MATERIAL TO PROCESS |
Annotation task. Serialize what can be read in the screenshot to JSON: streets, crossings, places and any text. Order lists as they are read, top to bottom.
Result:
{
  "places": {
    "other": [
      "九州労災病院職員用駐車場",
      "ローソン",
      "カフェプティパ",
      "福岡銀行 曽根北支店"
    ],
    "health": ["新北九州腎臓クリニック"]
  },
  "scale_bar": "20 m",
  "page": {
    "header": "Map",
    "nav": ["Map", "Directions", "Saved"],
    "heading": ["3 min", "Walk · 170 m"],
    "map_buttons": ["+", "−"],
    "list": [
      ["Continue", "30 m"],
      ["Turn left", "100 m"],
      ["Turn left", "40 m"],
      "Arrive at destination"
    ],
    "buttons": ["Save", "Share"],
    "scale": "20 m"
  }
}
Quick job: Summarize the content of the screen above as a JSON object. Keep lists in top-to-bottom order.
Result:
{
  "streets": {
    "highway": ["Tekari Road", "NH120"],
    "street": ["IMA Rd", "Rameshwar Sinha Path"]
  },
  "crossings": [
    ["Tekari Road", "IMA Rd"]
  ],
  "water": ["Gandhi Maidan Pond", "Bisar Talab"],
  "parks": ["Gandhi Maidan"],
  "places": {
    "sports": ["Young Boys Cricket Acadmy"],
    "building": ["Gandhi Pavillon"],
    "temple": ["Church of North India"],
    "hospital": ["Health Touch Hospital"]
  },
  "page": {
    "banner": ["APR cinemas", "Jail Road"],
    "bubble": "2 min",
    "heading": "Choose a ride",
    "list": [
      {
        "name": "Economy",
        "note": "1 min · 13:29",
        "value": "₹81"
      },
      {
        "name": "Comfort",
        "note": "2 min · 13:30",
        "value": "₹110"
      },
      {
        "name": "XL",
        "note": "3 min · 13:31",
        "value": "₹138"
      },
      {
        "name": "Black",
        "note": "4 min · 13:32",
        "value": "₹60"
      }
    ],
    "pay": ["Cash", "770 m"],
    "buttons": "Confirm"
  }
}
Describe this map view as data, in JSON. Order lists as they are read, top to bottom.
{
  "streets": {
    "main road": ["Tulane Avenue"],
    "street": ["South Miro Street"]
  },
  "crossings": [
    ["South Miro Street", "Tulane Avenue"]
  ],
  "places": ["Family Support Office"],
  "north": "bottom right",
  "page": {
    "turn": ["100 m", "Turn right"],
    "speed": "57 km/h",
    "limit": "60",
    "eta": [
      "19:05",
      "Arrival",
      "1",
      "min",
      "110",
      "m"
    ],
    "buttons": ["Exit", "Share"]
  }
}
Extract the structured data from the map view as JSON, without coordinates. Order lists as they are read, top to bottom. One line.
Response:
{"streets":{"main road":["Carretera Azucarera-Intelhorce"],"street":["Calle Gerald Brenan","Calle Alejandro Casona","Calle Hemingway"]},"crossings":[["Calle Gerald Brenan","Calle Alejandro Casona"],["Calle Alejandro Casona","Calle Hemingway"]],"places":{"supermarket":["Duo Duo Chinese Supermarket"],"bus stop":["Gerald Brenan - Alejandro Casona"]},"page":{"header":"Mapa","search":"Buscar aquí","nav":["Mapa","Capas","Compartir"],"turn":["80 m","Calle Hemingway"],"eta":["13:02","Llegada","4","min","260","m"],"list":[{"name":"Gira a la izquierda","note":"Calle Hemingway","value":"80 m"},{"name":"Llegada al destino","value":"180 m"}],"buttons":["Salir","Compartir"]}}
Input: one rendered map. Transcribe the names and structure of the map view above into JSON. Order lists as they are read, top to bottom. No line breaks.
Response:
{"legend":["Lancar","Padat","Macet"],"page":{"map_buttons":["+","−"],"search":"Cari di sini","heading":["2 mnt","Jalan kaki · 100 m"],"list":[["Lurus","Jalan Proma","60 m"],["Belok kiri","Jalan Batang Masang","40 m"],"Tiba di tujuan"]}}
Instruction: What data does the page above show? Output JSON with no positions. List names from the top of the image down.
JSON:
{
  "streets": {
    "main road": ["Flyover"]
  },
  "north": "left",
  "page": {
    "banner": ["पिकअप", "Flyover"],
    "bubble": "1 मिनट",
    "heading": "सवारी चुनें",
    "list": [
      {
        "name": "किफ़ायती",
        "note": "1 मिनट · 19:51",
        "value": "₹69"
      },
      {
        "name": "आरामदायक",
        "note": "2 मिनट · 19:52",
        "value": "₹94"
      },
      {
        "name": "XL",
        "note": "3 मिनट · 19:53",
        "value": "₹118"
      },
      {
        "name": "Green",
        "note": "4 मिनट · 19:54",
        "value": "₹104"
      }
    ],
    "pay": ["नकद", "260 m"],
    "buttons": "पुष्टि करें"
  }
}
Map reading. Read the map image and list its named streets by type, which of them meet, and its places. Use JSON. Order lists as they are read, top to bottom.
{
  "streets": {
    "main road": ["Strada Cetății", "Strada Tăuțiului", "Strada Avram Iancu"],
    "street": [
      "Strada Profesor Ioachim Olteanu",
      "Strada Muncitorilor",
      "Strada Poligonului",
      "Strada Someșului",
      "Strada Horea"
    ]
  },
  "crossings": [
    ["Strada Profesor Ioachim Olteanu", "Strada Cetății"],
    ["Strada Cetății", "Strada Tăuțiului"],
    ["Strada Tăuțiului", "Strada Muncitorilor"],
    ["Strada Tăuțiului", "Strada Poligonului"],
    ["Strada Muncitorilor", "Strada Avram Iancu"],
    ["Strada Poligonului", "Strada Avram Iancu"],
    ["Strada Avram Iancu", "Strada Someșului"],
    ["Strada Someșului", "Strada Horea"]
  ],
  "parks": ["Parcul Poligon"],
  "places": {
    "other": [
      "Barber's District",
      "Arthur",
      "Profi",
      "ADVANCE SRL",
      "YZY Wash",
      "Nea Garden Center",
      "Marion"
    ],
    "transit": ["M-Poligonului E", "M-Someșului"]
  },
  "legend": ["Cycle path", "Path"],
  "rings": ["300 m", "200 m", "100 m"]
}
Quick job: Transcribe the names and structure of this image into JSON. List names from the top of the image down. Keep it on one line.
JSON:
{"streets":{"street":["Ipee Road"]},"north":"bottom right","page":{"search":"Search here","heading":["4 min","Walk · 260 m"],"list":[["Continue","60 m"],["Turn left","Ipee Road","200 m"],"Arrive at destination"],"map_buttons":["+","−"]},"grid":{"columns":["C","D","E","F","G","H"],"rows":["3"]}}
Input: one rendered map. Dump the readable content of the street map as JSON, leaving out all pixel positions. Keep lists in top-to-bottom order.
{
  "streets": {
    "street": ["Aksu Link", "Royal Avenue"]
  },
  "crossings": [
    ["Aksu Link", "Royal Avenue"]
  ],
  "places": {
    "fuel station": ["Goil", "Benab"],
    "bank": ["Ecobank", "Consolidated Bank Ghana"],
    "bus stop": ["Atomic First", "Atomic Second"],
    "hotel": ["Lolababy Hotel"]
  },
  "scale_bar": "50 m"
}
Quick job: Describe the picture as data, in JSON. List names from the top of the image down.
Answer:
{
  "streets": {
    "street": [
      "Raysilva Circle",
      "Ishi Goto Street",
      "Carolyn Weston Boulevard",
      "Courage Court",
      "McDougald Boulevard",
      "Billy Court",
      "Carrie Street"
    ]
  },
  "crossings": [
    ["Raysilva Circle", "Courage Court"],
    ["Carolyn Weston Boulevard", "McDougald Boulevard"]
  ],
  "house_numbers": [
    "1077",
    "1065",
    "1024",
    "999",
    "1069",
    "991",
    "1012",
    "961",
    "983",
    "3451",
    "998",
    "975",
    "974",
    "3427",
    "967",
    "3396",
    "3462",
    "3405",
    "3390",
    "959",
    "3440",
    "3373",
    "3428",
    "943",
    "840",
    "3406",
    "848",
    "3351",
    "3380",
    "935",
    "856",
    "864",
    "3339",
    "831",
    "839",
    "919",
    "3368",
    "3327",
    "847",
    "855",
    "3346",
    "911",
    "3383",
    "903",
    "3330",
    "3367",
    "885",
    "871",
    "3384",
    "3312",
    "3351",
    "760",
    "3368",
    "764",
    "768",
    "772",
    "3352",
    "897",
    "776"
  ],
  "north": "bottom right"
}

WHAT TO DO |
All lines that contain the word "above" should be copied from the listing.

PROBLEM SOLUTION |
Quick job: Summarize the content of the screen above as a JSON object. Keep lists in top-to-bottom order.
Input: one rendered map. Transcribe the names and structure of the map view above into JSON. Order lists as they are read, top to bottom. No line breaks.
Instruction: What data does the page above show? Output JSON with no positions. List names from the top of the image down.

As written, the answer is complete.